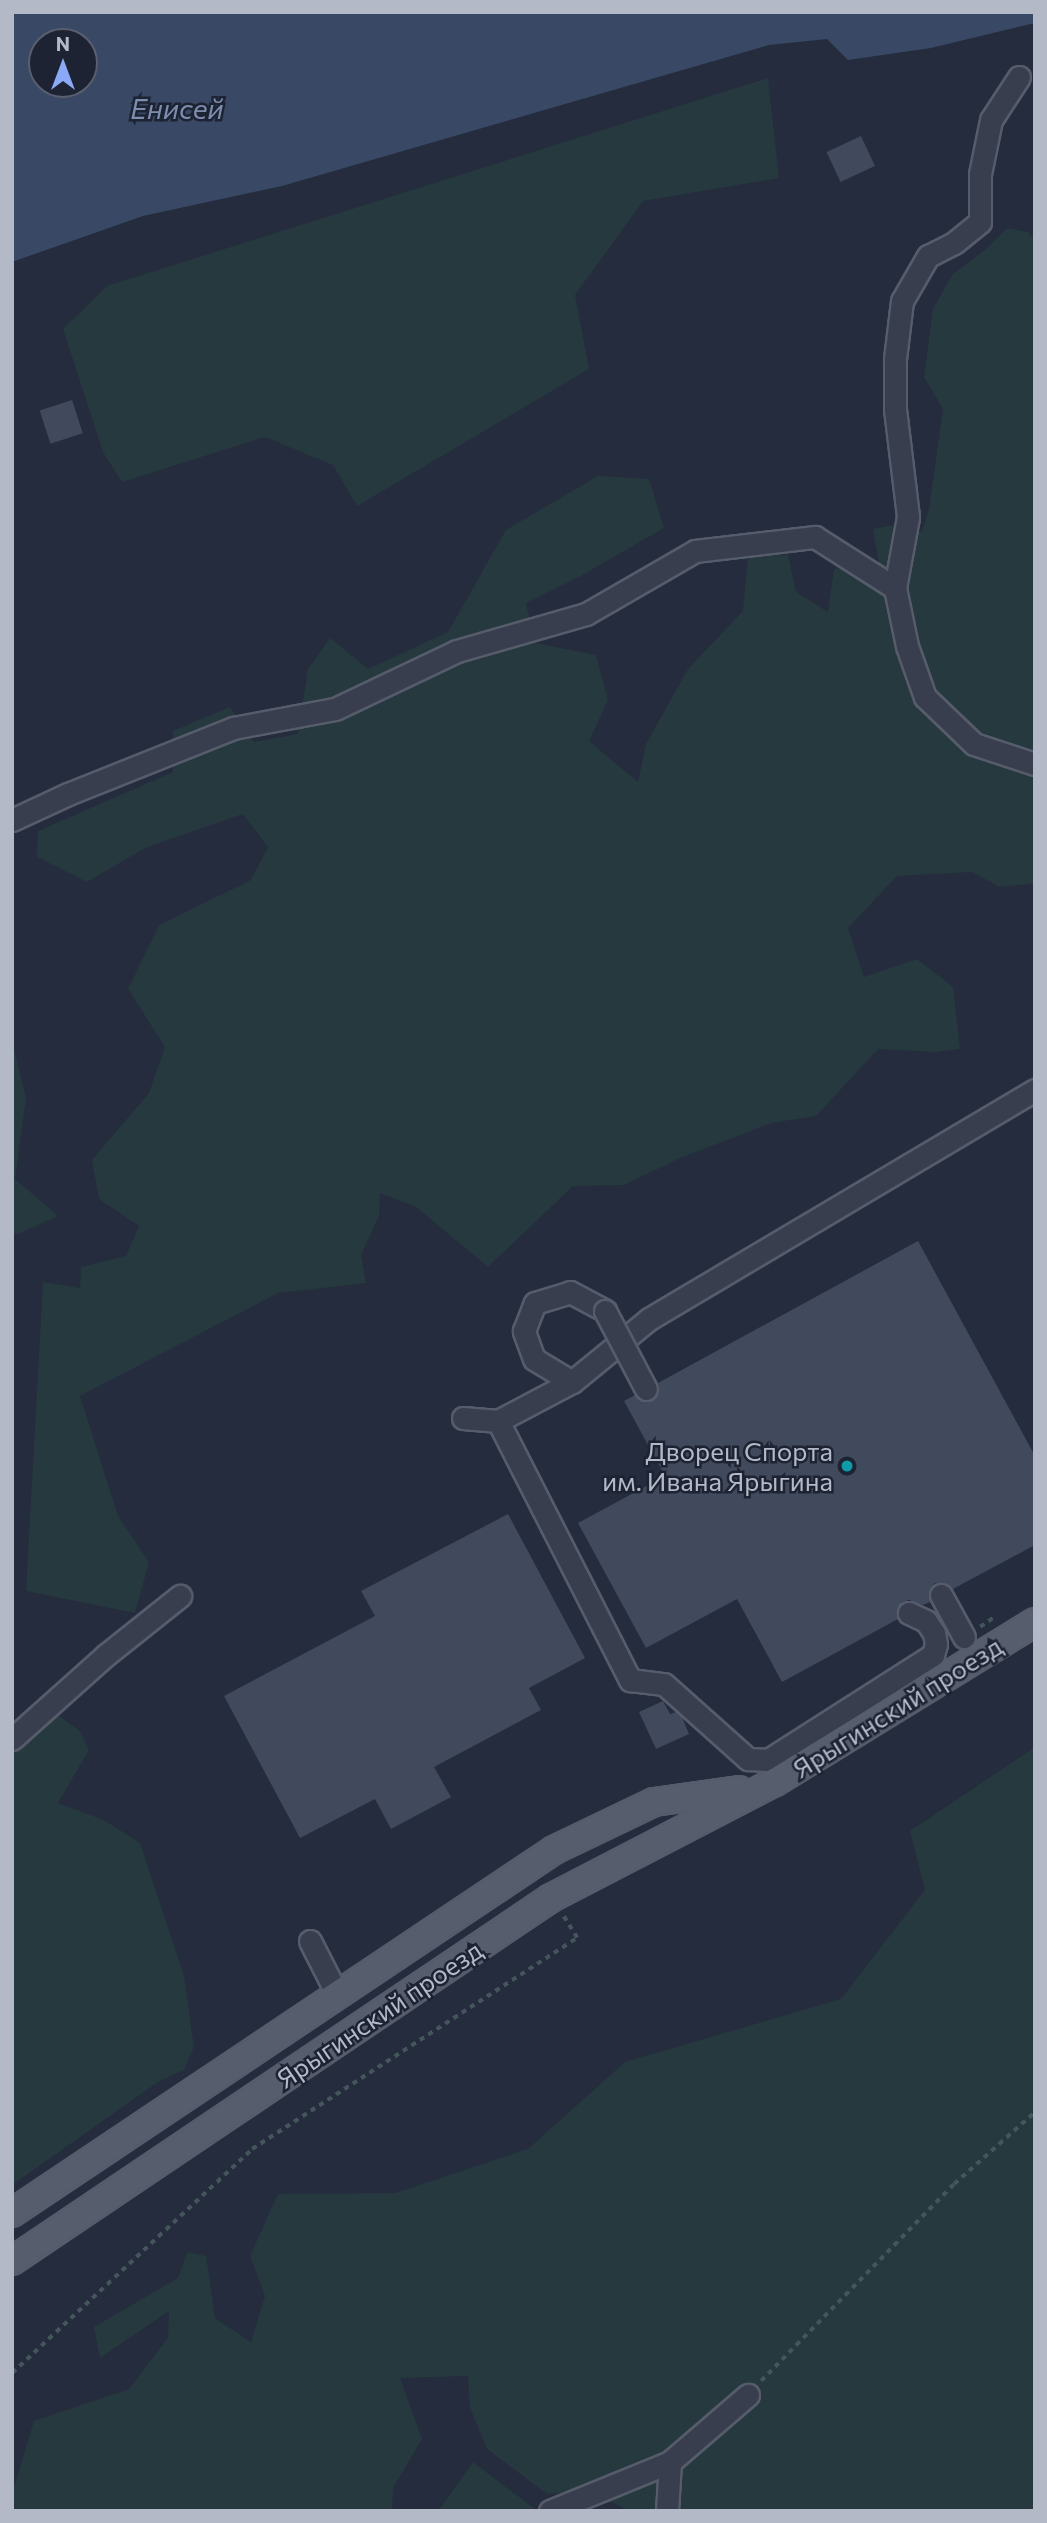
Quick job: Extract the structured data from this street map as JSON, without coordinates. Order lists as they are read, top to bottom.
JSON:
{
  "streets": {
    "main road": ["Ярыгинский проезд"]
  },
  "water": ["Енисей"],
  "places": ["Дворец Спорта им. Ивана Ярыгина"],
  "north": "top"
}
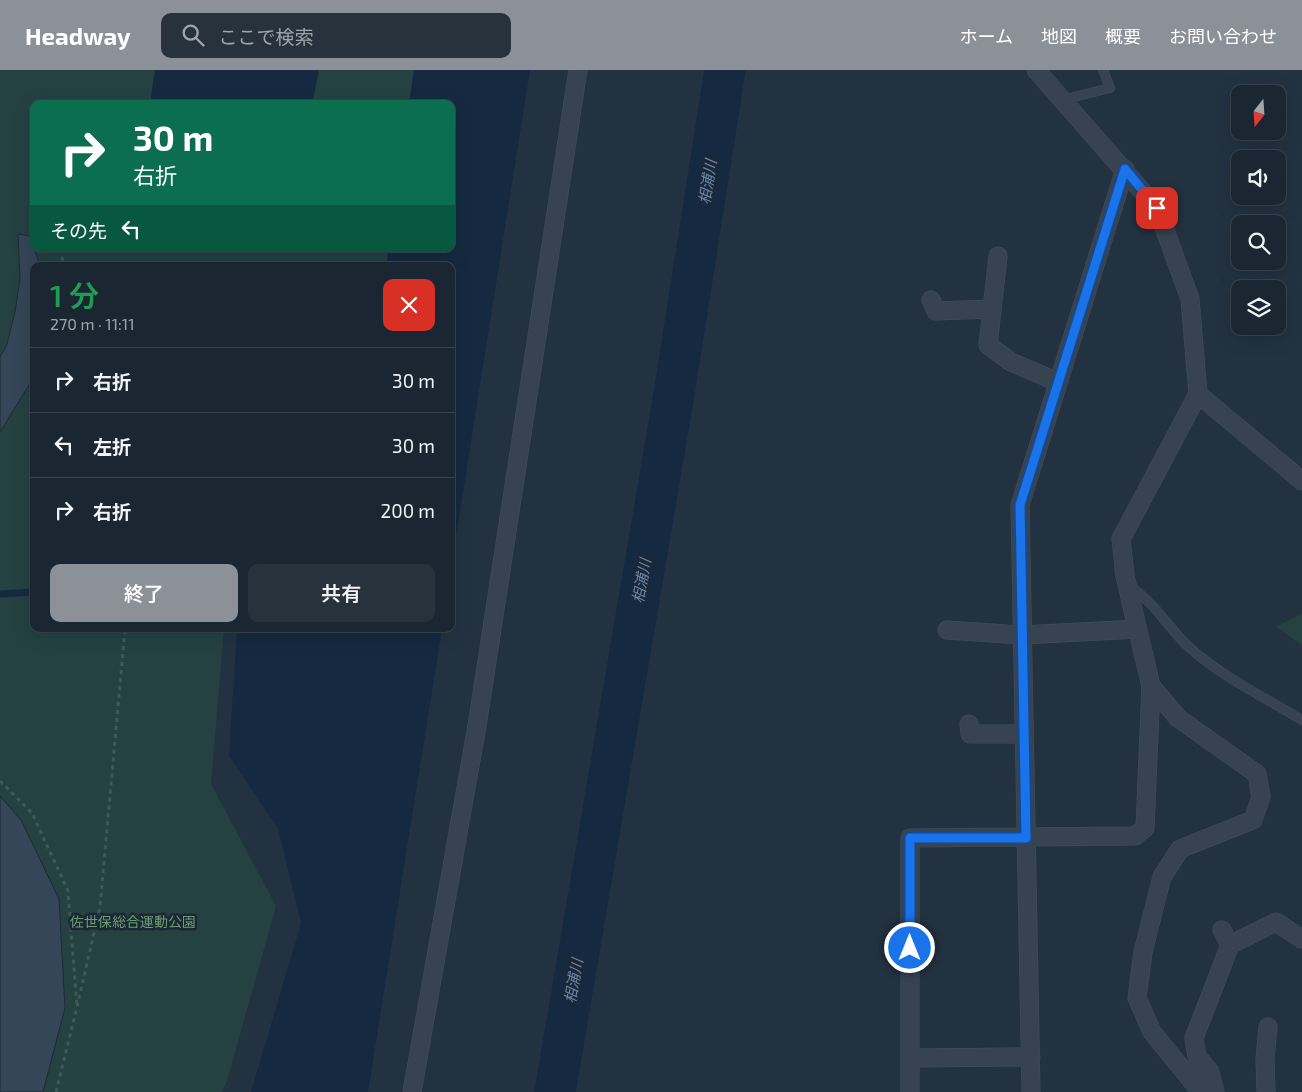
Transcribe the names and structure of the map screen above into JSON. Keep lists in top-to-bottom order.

^^^^^^^^

### WHAT THE TASK REQUIRES:
Each line of the records that contains the string "bottom" must be copied.

### TASK RESULT:
Quick job: Extract the structured data from this street map as JSON, without coordinates. Order lists as they are read, top to bottom.
Transcribe the names and structure of the map screen above into JSON. Keep lists in top-to-bottom order.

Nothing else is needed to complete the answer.